1000s of macaques monkeys roam the streets and alleys of Delhi, trashing gardens, attacking people for food, and disturbing the legions of humans who sleep in the streets. Unfortunately, Hindus consider the animals sacred -- incarnations of Hanuman, the monkey god -- so the devout often feed them and encourage them to stick around. What to do?
Delhi's civic authorities tried using real langurs to keep the macaques away from the parliament buildings. However, after protests from animal rights activists and a court order that keeping monkeys in captivity was cruel, they had to come up with a Plan B.
So, India's Minister for Urban Development told Parliament yesterday, the New Delhi Municipal Corporation has hired "40 young persons" trained to impersonate the langurs and scare the macaques away. Officials of the NDMC called the monkey impersonators "very talented", experts in imitating the whoops and barks of langurs and hiding behind trees to ward off the aggressive animals.

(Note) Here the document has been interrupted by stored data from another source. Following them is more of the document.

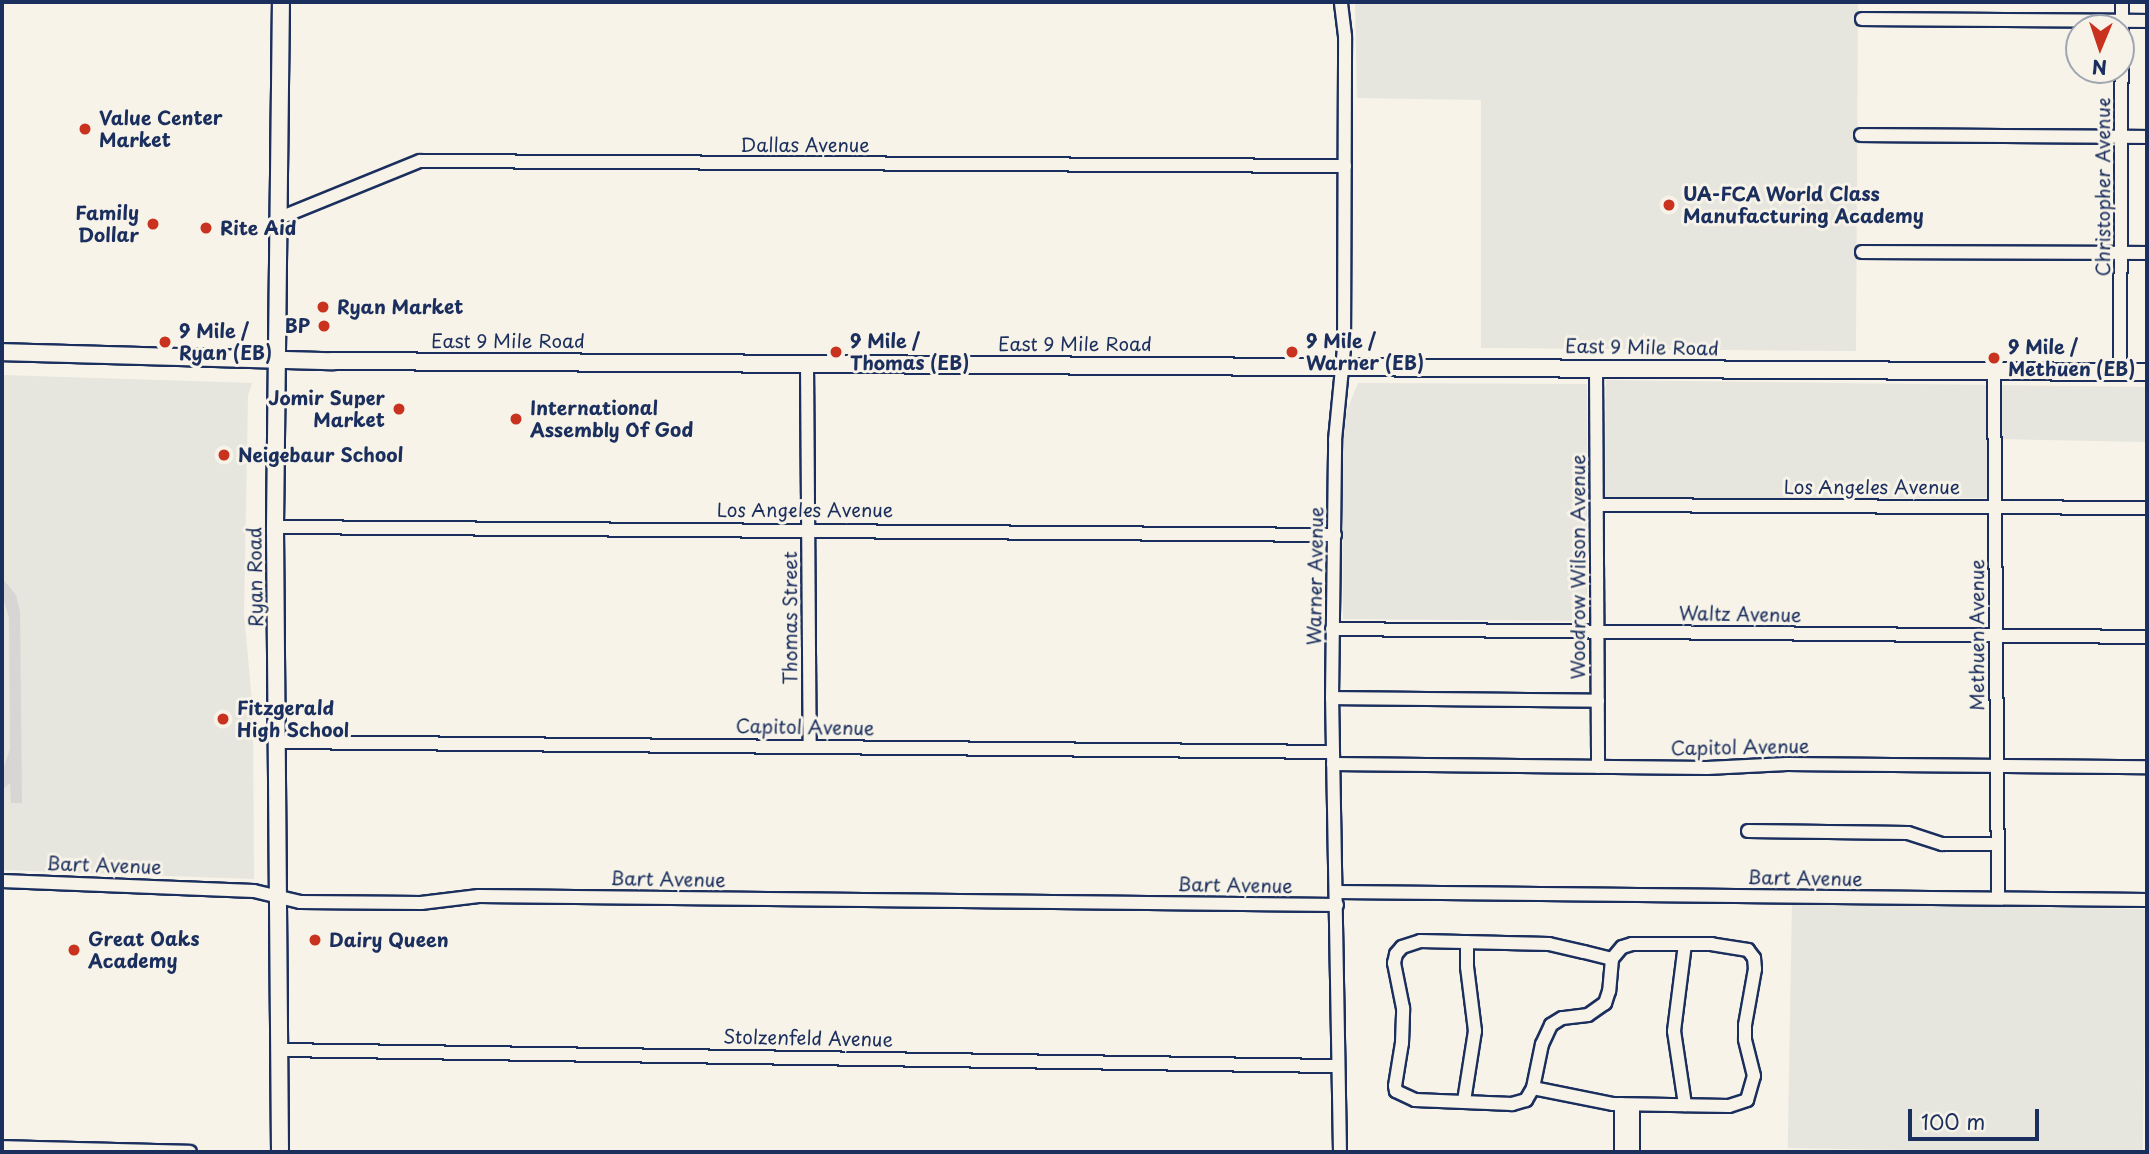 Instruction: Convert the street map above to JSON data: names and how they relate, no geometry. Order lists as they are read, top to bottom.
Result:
{
  "streets": {
    "main road": ["East 9 Mile Road", "Ryan Road"],
    "street": [
      "Dallas Avenue",
      "Christopher Avenue",
      "Los Angeles Avenue",
      "Woodrow Wilson Avenue",
      "Warner Avenue",
      "Waltz Avenue",
      "Thomas Street",
      "Methuen Avenue",
      "Capitol Avenue",
      "Bart Avenue",
      "Stolzenfeld Avenue"
    ]
  },
  "crossings": [
    ["Dallas Avenue", "Warner Avenue"],
    ["Dallas Avenue", "Ryan Road"],
    ["Christopher Avenue", "East 9 Mile Road"],
    ["East 9 Mile Road", "Woodrow Wilson Avenue"],
    ["East 9 Mile Road", "Warner Avenue"],
    ["East 9 Mile Road", "Ryan Road"],
    ["East 9 Mile Road", "Thomas Street"],
    ["East 9 Mile Road", "Methuen Avenue"],
    ["Los Angeles Avenue", "Woodrow Wilson Avenue"],
    ["Los Angeles Avenue", "Warner Avenue"],
    ["Los Angeles Avenue", "Ryan Road"],
    ["Los Angeles Avenue", "Thomas Street"],
    ["Los Angeles Avenue", "Methuen Avenue"],
    ["Woodrow Wilson Avenue", "Waltz Avenue"],
    ["Woodrow Wilson Avenue", "Capitol Avenue"],
    ["Warner Avenue", "Waltz Avenue"],
    ["Warner Avenue", "Capitol Avenue"],
    ["Warner Avenue", "Bart Avenue"],
    ["Warner Avenue", "Stolzenfeld Avenue"],
    ["Ryan Road", "Capitol Avenue"],
    ["Ryan Road", "Bart Avenue"],
    ["Ryan Road", "Stolzenfeld Avenue"],
    ["Waltz Avenue", "Methuen Avenue"],
    ["Thomas Street", "Capitol Avenue"],
    ["Methuen Avenue", "Capitol Avenue"],
    ["Methuen Avenue", "Bart Avenue"]
  ],
  "places": [
    "Value Center Market",
    "UA-FCA World Class Manufacturing Academy",
    "Family Dollar",
    "Rite Aid",
    "Ryan Market",
    "BP",
    "9 Mile / Ryan (EB)",
    "9 Mile / Thomas (EB)",
    "9 Mile / Warner (EB)",
    "9 Mile / Methuen (EB)",
    "Jomir Super Market",
    "International Assembly Of God",
    "Neigebaur School",
    "Fitzgerald High School",
    "Dairy Queen",
    "Great Oaks Academy"
  ],
  "scale_bar": "100 m",
  "north": "bottom"
} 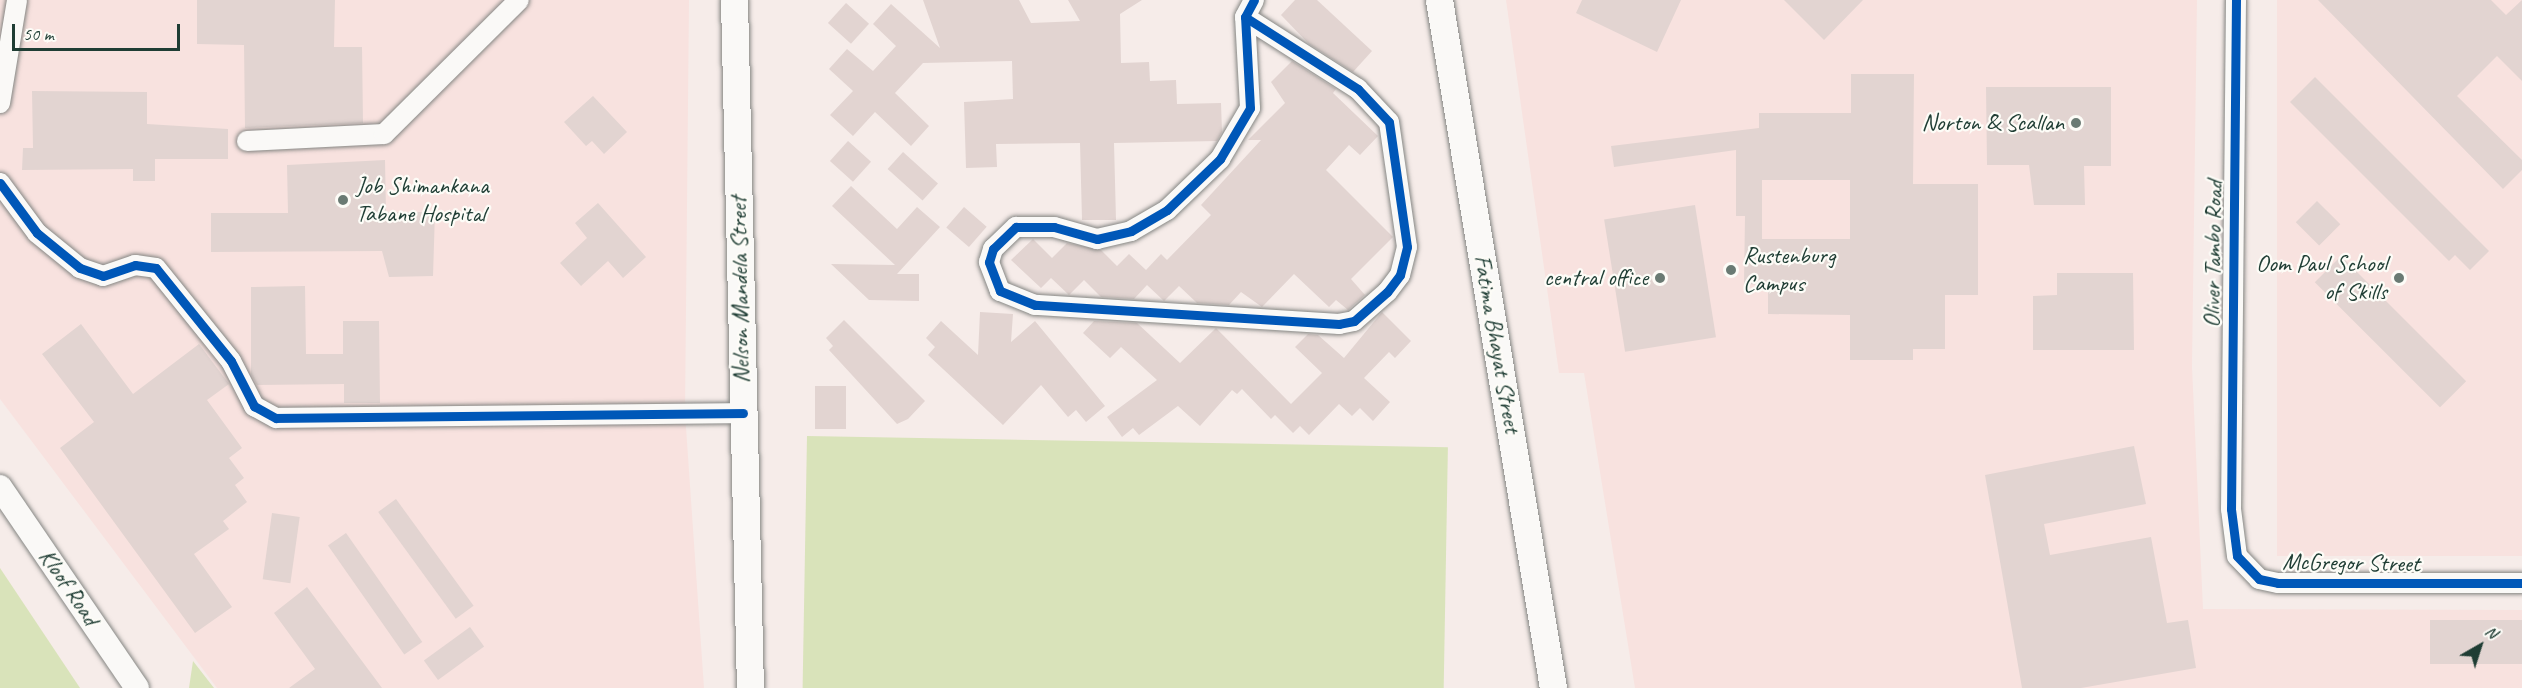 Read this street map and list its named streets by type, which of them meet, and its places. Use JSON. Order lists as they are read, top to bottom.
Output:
{
  "streets": {
    "main road": ["Nelson Mandela Street", "Fatima Bhayat Street"],
    "street": ["Oliver Tambo Road", "McGregor Street", "Kloof Road"]
  },
  "crossings": [
    ["Oliver Tambo Road", "McGregor Street"]
  ],
  "places": [
    "Norton & Scallan",
    "Job Shimankana Tabane Hospital",
    "Rustenburg Campus",
    "central office",
    "Oom Paul School of Skills"
  ],
  "scale_bar": "50 m",
  "north": "top right"
}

So far the impersonators are only working in and around the parliament buildings -- particularly the defence ministry and the prime minister's office -- but consideration is being given to deploying them on the city's metro trains, where they are a great nuisance, refusing to produce tickets and generally annoying the passengers both inside and on the roofs of the railway cars.
Lesson for Americans: Having the deer and the antelope roam through your country is nothing compared with troops of macaques!